*** Begin section ***
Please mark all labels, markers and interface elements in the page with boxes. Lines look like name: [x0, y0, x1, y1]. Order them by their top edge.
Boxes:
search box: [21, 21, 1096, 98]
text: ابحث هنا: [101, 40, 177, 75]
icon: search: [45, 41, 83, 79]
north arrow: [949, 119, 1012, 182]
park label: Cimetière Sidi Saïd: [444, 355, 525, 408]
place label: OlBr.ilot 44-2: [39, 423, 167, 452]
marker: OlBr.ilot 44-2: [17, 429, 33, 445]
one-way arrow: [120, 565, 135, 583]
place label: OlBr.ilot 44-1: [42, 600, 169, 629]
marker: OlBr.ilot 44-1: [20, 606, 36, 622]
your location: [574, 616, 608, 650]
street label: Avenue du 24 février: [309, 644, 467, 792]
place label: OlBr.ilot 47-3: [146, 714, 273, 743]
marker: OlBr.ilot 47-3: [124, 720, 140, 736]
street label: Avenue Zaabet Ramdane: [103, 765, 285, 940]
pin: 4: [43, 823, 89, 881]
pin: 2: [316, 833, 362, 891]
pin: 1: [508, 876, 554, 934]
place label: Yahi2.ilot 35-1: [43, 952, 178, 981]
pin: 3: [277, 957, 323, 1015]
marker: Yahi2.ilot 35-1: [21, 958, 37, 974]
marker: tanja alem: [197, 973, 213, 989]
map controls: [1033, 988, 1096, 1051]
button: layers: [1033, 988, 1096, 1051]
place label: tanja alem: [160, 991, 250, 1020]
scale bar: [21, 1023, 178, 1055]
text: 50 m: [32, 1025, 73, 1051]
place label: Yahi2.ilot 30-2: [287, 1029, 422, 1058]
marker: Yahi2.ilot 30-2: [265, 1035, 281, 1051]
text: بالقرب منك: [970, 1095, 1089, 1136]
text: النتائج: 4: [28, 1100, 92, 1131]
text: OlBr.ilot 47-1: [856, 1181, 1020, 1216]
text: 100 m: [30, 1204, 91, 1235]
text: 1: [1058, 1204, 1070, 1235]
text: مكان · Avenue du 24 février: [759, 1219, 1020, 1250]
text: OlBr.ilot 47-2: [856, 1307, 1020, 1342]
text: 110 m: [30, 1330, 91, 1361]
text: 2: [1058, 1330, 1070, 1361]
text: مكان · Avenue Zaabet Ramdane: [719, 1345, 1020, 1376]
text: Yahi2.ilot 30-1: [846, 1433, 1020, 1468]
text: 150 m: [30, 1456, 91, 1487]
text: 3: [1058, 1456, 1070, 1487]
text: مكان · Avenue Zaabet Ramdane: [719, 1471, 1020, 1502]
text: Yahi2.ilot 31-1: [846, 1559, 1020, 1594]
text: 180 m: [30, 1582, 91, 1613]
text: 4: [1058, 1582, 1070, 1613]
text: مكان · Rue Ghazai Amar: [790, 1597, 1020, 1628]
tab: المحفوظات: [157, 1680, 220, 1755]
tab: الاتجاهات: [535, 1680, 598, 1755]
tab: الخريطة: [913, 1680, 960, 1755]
*** End section ***
Count every line in the records that holds "Ramdane" and give that count by itself.

* [Answer to the exercise]: 3